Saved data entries
○ ○ ○ ○ ○ ○ ○
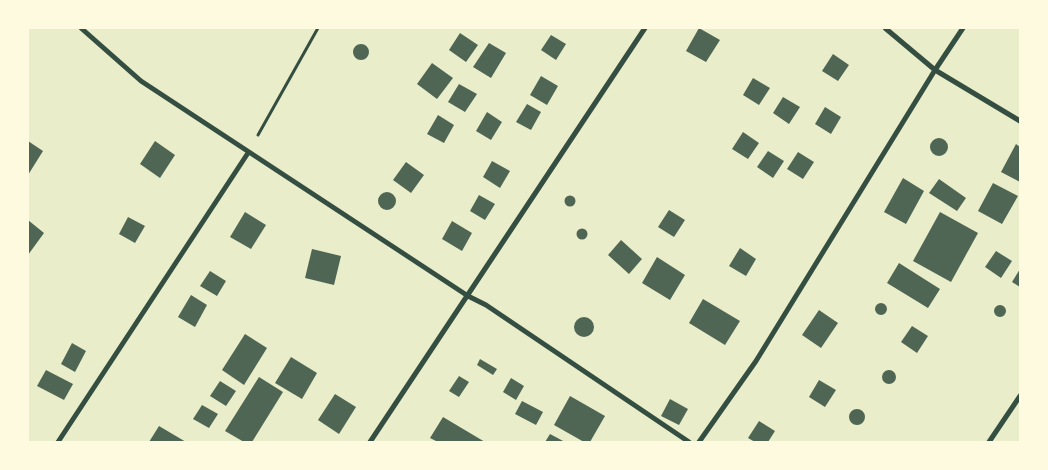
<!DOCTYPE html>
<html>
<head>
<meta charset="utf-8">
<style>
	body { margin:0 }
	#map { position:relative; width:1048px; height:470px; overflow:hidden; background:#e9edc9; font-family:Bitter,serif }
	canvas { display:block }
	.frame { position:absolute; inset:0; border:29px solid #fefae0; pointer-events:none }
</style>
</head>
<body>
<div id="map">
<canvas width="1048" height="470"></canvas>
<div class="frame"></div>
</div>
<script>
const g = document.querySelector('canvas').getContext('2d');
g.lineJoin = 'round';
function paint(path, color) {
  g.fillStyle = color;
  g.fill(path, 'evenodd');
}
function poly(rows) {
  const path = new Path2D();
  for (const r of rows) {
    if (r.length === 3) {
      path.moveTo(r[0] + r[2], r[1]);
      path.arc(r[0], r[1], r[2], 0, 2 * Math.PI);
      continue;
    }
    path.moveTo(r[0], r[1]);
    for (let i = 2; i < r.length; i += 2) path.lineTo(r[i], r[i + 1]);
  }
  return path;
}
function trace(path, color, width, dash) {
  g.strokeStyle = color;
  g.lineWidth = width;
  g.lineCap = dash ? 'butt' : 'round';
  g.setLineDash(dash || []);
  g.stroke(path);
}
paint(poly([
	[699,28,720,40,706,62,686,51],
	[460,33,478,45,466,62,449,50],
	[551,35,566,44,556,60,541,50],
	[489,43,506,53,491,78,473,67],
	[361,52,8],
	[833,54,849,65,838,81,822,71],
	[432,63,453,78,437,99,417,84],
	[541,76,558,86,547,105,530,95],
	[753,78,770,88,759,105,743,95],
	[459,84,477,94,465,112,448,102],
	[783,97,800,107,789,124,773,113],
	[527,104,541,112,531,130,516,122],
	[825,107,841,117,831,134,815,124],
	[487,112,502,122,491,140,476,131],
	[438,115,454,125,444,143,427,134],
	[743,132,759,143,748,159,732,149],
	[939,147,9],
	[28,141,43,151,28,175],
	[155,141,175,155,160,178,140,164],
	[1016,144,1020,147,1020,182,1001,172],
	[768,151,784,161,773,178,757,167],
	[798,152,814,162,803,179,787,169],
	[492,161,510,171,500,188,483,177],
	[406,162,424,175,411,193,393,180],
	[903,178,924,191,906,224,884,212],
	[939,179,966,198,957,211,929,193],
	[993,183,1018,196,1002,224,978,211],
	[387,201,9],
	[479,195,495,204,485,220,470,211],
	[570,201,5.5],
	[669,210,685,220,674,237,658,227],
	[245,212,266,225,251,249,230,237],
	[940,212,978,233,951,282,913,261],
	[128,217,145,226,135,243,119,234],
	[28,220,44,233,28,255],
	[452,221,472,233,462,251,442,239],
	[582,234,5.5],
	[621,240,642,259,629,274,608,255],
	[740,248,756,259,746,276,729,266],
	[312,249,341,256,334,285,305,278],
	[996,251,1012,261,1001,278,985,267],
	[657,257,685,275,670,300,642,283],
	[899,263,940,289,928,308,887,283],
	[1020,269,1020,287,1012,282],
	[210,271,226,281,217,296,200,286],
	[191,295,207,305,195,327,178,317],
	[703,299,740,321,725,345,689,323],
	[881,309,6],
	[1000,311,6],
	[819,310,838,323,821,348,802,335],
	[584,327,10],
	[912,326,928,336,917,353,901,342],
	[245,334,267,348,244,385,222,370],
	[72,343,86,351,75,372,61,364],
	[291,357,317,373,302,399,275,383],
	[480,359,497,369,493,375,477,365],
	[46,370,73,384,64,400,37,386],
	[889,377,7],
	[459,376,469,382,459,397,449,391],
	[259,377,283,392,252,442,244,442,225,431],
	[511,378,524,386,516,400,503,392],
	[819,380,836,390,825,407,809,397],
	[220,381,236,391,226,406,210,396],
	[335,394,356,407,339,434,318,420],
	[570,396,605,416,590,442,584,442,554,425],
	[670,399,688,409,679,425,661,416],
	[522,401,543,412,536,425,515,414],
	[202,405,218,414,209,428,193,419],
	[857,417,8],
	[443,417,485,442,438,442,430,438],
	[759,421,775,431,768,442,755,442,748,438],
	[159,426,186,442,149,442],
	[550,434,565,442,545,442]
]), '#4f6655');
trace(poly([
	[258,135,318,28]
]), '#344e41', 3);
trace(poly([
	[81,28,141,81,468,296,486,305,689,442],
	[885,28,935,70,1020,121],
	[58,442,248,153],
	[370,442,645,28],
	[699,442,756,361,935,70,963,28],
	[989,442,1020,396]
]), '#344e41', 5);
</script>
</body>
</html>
○ ○ ○ ○ ○ ○ ○
What lines in the data above carry "rows"? Return them all.

function poly(rows) {
  for (const r of rows) {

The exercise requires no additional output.